- Genre: Documentary
- Directed by: Alex Gibney

Production
- Production company: HBO

Original release
- Network: HBO
- Release: April 15 – April 16, 2025

= The Dark Money Game =

2025 documentary miniseries

The Dark Money Game is a 2025 two-part documentary miniseries directed by Alex Gibney which explores the use of dark money in United States politics.

== Production ==
The project was inspired by Jane Mayer's book Dark Money: The Hidden History of the Billionaires Behind the Rise of the Radical Right.
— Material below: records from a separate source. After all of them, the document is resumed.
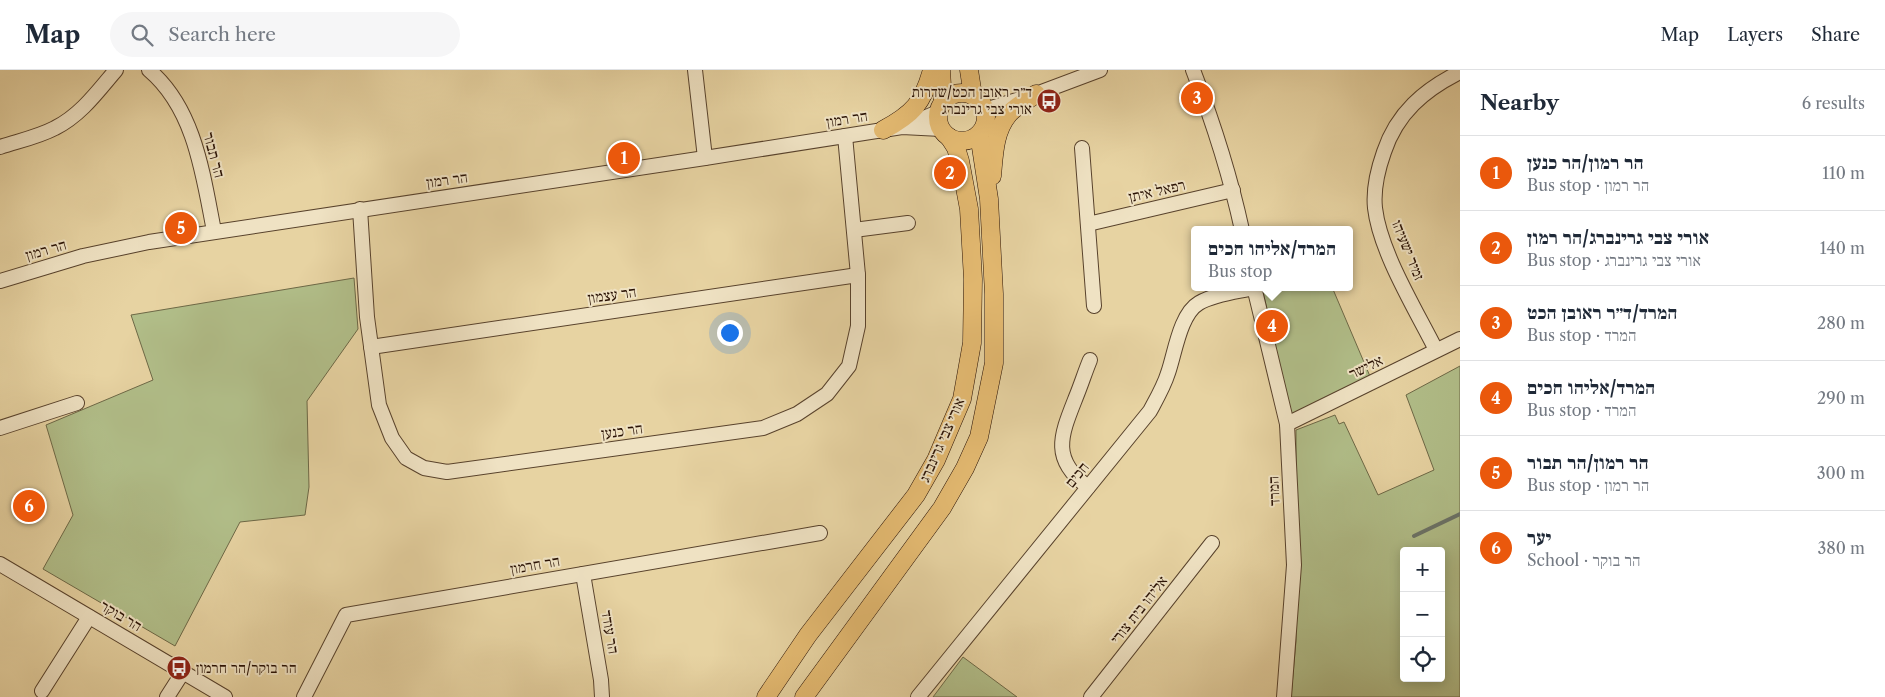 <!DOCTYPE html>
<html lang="en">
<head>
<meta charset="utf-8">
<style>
	body { margin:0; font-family:"Libre Caslon Text","Frank Ruhl Libre",serif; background:#f6f6f7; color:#1f2937 }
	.controls { position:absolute; right:15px; bottom:15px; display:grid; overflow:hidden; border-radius:5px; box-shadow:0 2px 12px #0003 }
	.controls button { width:45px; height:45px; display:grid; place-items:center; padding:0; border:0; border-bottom:1px solid #e0e1e3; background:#fff; color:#1f2937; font:25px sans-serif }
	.you { position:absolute; left:729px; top:262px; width:18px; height:18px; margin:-12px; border:4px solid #fff; border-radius:50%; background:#1a73e8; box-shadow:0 0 0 8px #1a73e833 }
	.badge { display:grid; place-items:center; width:32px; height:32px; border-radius:50%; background:#ea580c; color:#fff; font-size:16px; font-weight:700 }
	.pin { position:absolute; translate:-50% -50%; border:2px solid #fff; box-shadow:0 1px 5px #0006 }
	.popup { position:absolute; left:1191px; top:156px; width:162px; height:65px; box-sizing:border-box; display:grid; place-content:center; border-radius:5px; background:#fff; filter:drop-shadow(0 1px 4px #0005); font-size:16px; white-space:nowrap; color:#747a83 }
	.popup b { font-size:19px; color:#1f2937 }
	.popup::after { content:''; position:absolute; left:50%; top:100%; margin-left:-10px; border:10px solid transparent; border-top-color:#fff }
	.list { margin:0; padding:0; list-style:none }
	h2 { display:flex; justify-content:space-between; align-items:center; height:65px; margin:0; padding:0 20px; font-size:21px }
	h2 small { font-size:16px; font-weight:400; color:#747a83 }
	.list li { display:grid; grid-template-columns:32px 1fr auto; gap:15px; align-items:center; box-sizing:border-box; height:75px; padding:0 20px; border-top:1px solid #e0e1e3 }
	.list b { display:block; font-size:19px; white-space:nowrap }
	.list p { margin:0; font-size:16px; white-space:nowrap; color:#747a83 }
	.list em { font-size:16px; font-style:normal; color:#747a83 }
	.icon { flex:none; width:28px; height:28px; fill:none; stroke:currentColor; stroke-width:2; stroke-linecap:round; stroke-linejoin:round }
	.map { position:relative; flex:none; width:1460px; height:627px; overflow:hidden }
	header { display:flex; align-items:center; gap:30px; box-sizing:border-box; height:70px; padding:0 25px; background:#fff; border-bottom:1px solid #e0e1e3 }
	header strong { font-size:24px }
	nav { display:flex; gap:28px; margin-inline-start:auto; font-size:18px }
	.search { width:350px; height:45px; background:#f6f6f7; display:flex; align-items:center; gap:12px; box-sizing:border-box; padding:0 18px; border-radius:28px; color:#747a83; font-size:19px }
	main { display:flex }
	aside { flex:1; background:#fff }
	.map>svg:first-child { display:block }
	.green { fill:#b1be89; stroke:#6d6846; fill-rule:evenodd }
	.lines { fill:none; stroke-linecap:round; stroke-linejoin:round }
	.stream { stroke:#6c7469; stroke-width:4 }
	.minor-casing { stroke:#58422c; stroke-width:16 }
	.major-casing { stroke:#291104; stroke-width:19 }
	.minor { stroke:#efe2c3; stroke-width:14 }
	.major { stroke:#e4ba71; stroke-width:18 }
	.labels { text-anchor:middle; stroke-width:4; stroke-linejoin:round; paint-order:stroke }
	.poi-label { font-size:15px; fill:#291104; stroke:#efe2c3; text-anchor:end }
	.street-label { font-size:15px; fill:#291104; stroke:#efe2c3 }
</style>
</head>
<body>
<header>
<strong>Map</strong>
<div class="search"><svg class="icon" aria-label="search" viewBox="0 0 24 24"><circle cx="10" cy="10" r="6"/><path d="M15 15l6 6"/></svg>Search here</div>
<nav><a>Map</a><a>Layers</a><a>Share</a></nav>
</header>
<main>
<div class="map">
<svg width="1460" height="627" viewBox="0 0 1460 627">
	<rect width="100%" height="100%" fill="#e7d3a2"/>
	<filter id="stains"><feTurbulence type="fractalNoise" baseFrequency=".004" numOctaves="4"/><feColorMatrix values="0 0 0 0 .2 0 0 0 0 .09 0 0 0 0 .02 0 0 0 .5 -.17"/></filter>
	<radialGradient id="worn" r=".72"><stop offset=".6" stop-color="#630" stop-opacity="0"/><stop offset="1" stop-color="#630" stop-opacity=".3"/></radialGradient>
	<g class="green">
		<polygon points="354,208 358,259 307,331 309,417 305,445 240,452 175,576 43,499 73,445 46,355 153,310 131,245"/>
		<polygon points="1262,217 1332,217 1372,311 1291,346"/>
		<path d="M1460 296V627H1291L1296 571V360L1335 345 1339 354 1344 352 1378 425 1434 400 1406 325ZM1404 481H1441V608H1404Z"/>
		<polygon points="963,587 1017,627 933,627"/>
	</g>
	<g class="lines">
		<polyline class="stream" points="1414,466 1460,444"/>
		<defs>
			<g id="minor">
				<path d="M149 0C195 39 203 105 214 161"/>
				<polyline points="695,0 705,88"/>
				<path d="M1193 0C1213 52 1230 105 1242 160"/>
				<polyline points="985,40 1036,24 1100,0"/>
				<polyline points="905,56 938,42"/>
				<path d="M0 77C18 71 38 67 55 58 81 45 98 21 116 0"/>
				<polyline points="1082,78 1094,236"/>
				<polyline points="360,139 367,247 379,335 392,368 406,388 424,398 447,402 763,358 797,344 827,324 849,296 858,256 858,205 845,66"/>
				<polyline points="1088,154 1233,120"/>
				<polyline points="854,160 908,153"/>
				<polyline points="0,211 83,186 149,172 705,88 883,60 902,57 941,59"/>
				<polyline points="1254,217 1287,354 1294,495 1284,627"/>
				<polyline points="371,277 858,205"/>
				<path d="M1436 280C1416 240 1380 182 1375 138 1373 119 1378 99 1384 82 1397 43 1424 20 1460 2"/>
				<polyline points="1287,354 1460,269"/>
				<polyline points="0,358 77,333"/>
				<path d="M1088 417C1050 389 1061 365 1076 327 1081 315 1085 302 1090 290"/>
				<polyline points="0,494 225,627"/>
				<polyline points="583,504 601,610 602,627"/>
				<polyline points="42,621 89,547"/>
				<polyline points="167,627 183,602"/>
				<polyline points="304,627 346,545 820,463"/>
				<path d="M918 627 1150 341C1157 328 1164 316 1168 303 1175 283 1180 244 1199 233 1215 224 1236 222 1254 218"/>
				<polyline points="1091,627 1212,473"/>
			</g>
			<g id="major">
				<polyline points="941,0 943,32"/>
				<polyline points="969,0 973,26"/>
				<circle cx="962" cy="47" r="24"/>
				<path d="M883 60C913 44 923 33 932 0"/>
				<path d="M992 106C994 86 994 62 1008 45 1014 37 1028 30 1036 24"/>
				<polyline points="766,627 808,565 916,425 936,390 962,329 972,273 973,209 969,139 960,91 956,78 949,67"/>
				<polyline points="804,627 942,438 965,398 979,367 994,293 994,224 989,129 979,64"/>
			</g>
		</defs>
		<use href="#minor" class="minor-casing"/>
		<use href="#major" class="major-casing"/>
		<use href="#minor" class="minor"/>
		<use href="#major" class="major"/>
	</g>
	<defs>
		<symbol id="bus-disc" viewBox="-11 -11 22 22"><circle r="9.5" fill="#8f2418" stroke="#efe2c3"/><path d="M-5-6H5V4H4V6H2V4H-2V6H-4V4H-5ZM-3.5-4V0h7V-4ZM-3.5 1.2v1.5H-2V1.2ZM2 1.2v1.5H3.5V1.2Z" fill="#fff"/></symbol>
	</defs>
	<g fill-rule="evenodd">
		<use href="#bus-disc" x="1035" y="17" width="28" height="28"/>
		<use href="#bus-disc" x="165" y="584" width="28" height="28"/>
	</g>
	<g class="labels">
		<g class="poi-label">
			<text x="1032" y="27">ד״ר ראובן הכט/שדרות<tspan x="1032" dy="17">אורי צבי גרינברג</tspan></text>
			<text x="196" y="603" text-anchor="start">הר בוקר/הר חרמון</text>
		</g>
		<g class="street-label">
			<text transform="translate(847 49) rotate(-9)" y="5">הר רמון</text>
			<text transform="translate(214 85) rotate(75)" y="5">הר תבור</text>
			<text transform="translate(447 110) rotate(-8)" y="5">הר רמון</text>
			<text transform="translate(1157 121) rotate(-13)" y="5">רפאל איתן</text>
			<text transform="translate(46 180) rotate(-16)" y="5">הר רמון</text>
			<text transform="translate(1408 180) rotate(68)" y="5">זמיר ישעיהו</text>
			<text transform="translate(612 225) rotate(-8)" y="5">הר עצמון</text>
			<text transform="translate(1366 297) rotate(-26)" y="5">אלישר</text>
			<text transform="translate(622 361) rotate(-8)" y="5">הר כנען</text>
			<text transform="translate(942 370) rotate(-66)" y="5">אורי צבי גרינברג</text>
			<text transform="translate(1077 405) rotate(-51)" y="5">חכים</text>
			<text transform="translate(1274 421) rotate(-93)" y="5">המרד</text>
			<text transform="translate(535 495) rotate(-10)" y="5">הר חרמון</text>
			<text transform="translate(1139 540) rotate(-52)" y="5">אליהו בית צורי</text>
			<text transform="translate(121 546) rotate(31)" y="5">הר בוקר</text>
			<text transform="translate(610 562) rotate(80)" y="5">הר עודד</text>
		</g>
	</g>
	<rect width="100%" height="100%" filter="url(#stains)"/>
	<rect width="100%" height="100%" fill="url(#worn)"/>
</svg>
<div class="controls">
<button>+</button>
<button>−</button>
<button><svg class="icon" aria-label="locate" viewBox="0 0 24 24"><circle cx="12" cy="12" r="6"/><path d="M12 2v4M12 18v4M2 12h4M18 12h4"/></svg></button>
</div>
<div class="you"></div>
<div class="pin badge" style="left:624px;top:88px">1</div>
<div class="pin badge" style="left:950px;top:103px">2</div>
<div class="pin badge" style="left:1197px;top:28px">3</div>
<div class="pin badge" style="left:1272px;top:256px">4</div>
<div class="popup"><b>המרד/אליהו חכים</b>Bus stop</div>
<div class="pin badge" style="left:181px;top:158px">5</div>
<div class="pin badge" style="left:29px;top:436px">6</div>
</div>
<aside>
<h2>Nearby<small>6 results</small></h2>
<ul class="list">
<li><span class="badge">1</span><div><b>הר רמון/הר כנען</b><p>Bus stop · הר רמון</p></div><em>110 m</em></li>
<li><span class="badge">2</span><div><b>אורי צבי גרינברג/הר רמון</b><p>Bus stop · אורי צבי גרינברג</p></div><em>140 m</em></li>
<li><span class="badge">3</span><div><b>המרד/ד״ר ראובן הכט</b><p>Bus stop · המרד</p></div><em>280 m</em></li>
<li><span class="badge">4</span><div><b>המרד/אליהו חכים</b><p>Bus stop · המרד</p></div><em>290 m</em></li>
<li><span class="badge">5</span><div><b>הר רמון/הר תבור</b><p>Bus stop · הר רמון</p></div><em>300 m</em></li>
<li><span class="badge">6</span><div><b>יער</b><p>School · הר בוקר</p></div><em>380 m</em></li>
</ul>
</aside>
</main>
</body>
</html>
It features interviews with journalists, lawmakers, judges, FBI investigators, whistleblowers, and insiders.

== Release ==
The first film, Ohio Confidential, premiered on April 15, 2025. The second film, Wealth of the Wicked, premiered on April 16, 2025.

== Episodes ==
- "Ohio Confidential" - covers the Ohio nuclear bribery scandal
- "Wealth of the Wicked" - traces the history of campaign finance law in the United States, focusing on the influence of super PACs and religious groups, as well as the fine line between bribes and donations within the political process

== Reception ==
Eric Deggans of NPR stated, "For anyone worried about how gerrymandering and one-party dominance of legislatures may have made it easier for politicians to ignore the will of the people, Gibney's films offer a potent argument tracing the problem to an avalanche of dark money easily hidden from the public's view." Daniel Fienberg of The Hollywood Reporter commented that "This is important stuff, but unfortunately it is not good storytelling from a filmmaker who, far more often than not, knows from good storytelling."